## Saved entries
******

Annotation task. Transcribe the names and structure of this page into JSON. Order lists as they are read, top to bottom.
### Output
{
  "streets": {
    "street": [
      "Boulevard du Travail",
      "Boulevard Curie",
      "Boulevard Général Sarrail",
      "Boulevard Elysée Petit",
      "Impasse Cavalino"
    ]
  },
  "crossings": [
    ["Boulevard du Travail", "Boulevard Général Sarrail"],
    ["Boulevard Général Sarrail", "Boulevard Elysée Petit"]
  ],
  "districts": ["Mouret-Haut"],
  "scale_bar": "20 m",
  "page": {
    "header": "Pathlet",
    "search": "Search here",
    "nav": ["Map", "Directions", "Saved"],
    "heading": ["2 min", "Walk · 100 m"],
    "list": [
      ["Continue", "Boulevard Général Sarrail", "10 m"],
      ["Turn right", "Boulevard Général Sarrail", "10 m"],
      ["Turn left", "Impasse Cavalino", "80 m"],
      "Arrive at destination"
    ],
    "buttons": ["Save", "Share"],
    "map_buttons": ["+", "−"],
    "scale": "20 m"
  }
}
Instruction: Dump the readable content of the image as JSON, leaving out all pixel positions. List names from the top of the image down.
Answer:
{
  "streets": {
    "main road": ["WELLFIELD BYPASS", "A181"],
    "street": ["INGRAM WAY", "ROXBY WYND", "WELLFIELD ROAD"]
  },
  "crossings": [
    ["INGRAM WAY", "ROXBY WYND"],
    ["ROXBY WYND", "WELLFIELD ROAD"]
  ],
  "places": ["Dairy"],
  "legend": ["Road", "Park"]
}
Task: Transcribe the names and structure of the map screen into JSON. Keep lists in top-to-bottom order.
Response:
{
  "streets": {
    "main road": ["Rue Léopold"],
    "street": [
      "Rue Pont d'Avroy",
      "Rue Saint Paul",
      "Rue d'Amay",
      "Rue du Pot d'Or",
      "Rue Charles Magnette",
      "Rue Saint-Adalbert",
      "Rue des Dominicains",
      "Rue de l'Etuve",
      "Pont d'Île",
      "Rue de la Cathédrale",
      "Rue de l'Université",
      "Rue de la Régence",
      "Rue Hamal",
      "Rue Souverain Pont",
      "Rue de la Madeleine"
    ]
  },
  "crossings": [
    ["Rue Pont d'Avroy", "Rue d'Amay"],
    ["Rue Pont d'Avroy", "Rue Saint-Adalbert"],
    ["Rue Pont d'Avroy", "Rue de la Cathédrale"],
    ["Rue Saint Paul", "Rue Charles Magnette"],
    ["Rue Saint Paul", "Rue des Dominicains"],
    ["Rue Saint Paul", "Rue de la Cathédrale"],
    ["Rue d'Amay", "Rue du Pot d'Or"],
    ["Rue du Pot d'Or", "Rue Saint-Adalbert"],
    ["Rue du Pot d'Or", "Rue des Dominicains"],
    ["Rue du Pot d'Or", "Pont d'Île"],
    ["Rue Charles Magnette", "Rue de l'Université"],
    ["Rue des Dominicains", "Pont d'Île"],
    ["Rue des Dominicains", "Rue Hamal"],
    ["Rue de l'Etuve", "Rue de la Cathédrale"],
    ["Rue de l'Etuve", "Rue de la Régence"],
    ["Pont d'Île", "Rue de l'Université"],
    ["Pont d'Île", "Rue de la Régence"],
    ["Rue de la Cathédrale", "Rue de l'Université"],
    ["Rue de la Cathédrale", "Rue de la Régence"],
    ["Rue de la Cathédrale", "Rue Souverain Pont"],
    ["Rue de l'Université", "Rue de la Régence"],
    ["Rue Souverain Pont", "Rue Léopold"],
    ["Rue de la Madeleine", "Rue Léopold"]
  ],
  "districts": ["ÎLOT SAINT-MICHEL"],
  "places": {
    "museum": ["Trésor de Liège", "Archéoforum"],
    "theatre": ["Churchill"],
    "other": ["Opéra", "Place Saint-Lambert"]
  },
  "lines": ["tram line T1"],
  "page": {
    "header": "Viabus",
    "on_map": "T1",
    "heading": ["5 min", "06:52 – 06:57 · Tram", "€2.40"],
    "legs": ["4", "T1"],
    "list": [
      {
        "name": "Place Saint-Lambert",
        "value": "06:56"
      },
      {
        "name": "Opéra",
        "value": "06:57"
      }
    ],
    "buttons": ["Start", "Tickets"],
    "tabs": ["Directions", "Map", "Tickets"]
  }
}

******

## WORK ITEM
Take each record above and return it verbatim.

## TASK RESULT
Annotation task. Transcribe the names and structure of this page into JSON. Order lists as they are read, top to bottom.
### Output
{
  "streets": {
    "street": [
      "Boulevard du Travail",
      "Boulevard Curie",
      "Boulevard Général Sarrail",
      "Boulevard Elysée Petit",
      "Impasse Cavalino"
    ]
  },
  "crossings": [
    ["Boulevard du Travail", "Boulevard Général Sarrail"],
    ["Boulevard Général Sarrail", "Boulevard Elysée Petit"]
  ],
  "districts": ["Mouret-Haut"],
  "scale_bar": "20 m",
  "page": {
    "header": "Pathlet",
    "search": "Search here",
    "nav": ["Map", "Directions", "Saved"],
    "heading": ["2 min", "Walk · 100 m"],
    "list": [
      ["Continue", "Boulevard Général Sarrail", "10 m"],
      ["Turn right", "Boulevard Général Sarrail", "10 m"],
      ["Turn left", "Impasse Cavalino", "80 m"],
      "Arrive at destination"
    ],
    "buttons": ["Save", "Share"],
    "map_buttons": ["+", "−"],
    "scale": "20 m"
  }
}
Instruction: Dump the readable content of the image as JSON, leaving out all pixel positions. List names from the top of the image down.
Answer:
{
  "streets": {
    "main road": ["WELLFIELD BYPASS", "A181"],
    "street": ["INGRAM WAY", "ROXBY WYND", "WELLFIELD ROAD"]
  },
  "crossings": [
    ["INGRAM WAY", "ROXBY WYND"],
    ["ROXBY WYND", "WELLFIELD ROAD"]
  ],
  "places": ["Dairy"],
  "legend": ["Road", "Park"]
}
Task: Transcribe the names and structure of the map screen into JSON. Keep lists in top-to-bottom order.
Response:
{
  "streets": {
    "main road": ["Rue Léopold"],
    "street": [
      "Rue Pont d'Avroy",
      "Rue Saint Paul",
      "Rue d'Amay",
      "Rue du Pot d'Or",
      "Rue Charles Magnette",
      "Rue Saint-Adalbert",
      "Rue des Dominicains",
      "Rue de l'Etuve",
      "Pont d'Île",
      "Rue de la Cathédrale",
      "Rue de l'Université",
      "Rue de la Régence",
      "Rue Hamal",
      "Rue Souverain Pont",
      "Rue de la Madeleine"
    ]
  },
  "crossings": [
    ["Rue Pont d'Avroy", "Rue d'Amay"],
    ["Rue Pont d'Avroy", "Rue Saint-Adalbert"],
    ["Rue Pont d'Avroy", "Rue de la Cathédrale"],
    ["Rue Saint Paul", "Rue Charles Magnette"],
    ["Rue Saint Paul", "Rue des Dominicains"],
    ["Rue Saint Paul", "Rue de la Cathédrale"],
    ["Rue d'Amay", "Rue du Pot d'Or"],
    ["Rue du Pot d'Or", "Rue Saint-Adalbert"],
    ["Rue du Pot d'Or", "Rue des Dominicains"],
    ["Rue du Pot d'Or", "Pont d'Île"],
    ["Rue Charles Magnette", "Rue de l'Université"],
    ["Rue des Dominicains", "Pont d'Île"],
    ["Rue des Dominicains", "Rue Hamal"],
    ["Rue de l'Etuve", "Rue de la Cathédrale"],
    ["Rue de l'Etuve", "Rue de la Régence"],
    ["Pont d'Île", "Rue de l'Université"],
    ["Pont d'Île", "Rue de la Régence"],
    ["Rue de la Cathédrale", "Rue de l'Université"],
    ["Rue de la Cathédrale", "Rue de la Régence"],
    ["Rue de la Cathédrale", "Rue Souverain Pont"],
    ["Rue de l'Université", "Rue de la Régence"],
    ["Rue Souverain Pont", "Rue Léopold"],
    ["Rue de la Madeleine", "Rue Léopold"]
  ],
  "districts": ["ÎLOT SAINT-MICHEL"],
  "places": {
    "museum": ["Trésor de Liège", "Archéoforum"],
    "theatre": ["Churchill"],
    "other": ["Opéra", "Place Saint-Lambert"]
  },
  "lines": ["tram line T1"],
  "page": {
    "header": "Viabus",
    "on_map": "T1",
    "heading": ["5 min", "06:52 – 06:57 · Tram", "€2.40"],
    "legs": ["4", "T1"],
    "list": [
      {
        "name": "Place Saint-Lambert",
        "value": "06:56"
      },
      {
        "name": "Opéra",
        "value": "06:57"
      }
    ],
    "buttons": ["Start", "Tickets"],
    "tabs": ["Directions", "Map", "Tickets"]
  }
}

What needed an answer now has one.